> _WHAT THE TASK ASKS_:
Pick every line out of the entries below that holds the string "from", and report them.

> _INPUT RECORDS_:
※
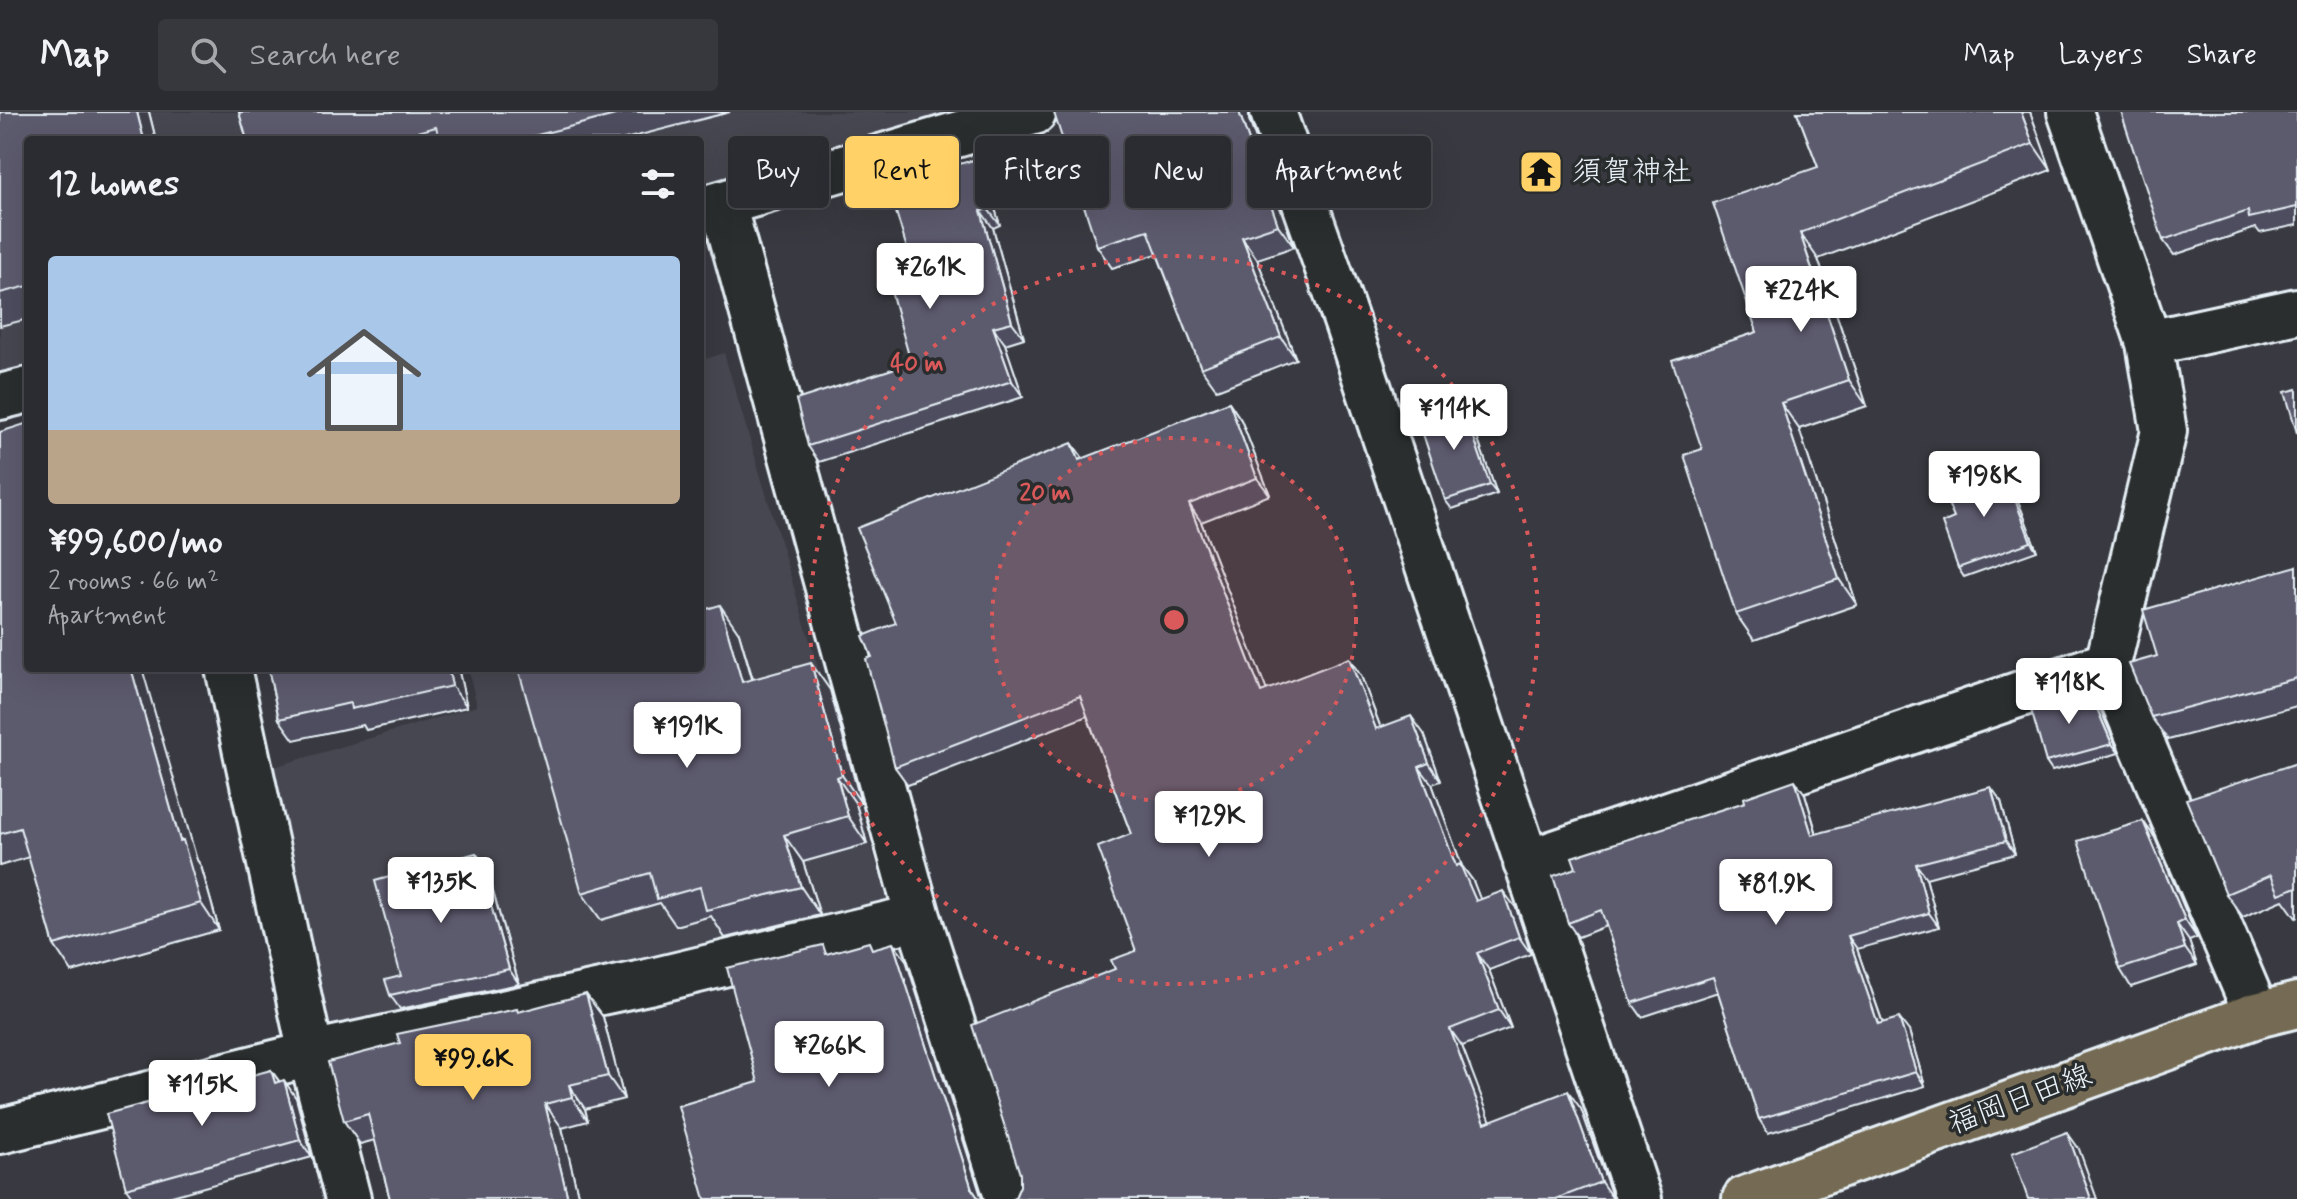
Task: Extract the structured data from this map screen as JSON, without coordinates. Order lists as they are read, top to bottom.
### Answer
※
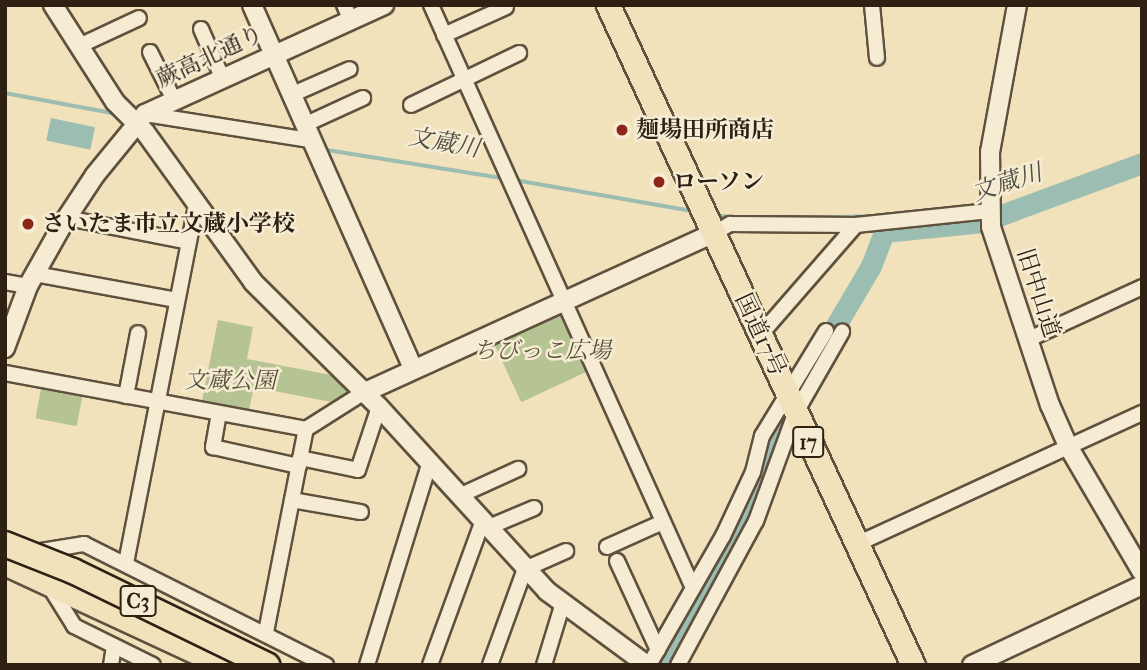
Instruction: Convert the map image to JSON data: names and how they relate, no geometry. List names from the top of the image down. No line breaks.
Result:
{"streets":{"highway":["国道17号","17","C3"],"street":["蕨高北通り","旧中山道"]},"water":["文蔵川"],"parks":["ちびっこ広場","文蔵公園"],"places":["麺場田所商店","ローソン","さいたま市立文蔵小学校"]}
※
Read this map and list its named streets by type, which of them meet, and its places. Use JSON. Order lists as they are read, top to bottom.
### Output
※
> _WORKED SOLUTION_:
Task: Extract the structured data from this map screen as JSON, without coordinates. Order lists as they are read, top to bottom.
Instruction: Convert the map image to JSON data: names and how they relate, no geometry. List names from the top of the image down. No line breaks.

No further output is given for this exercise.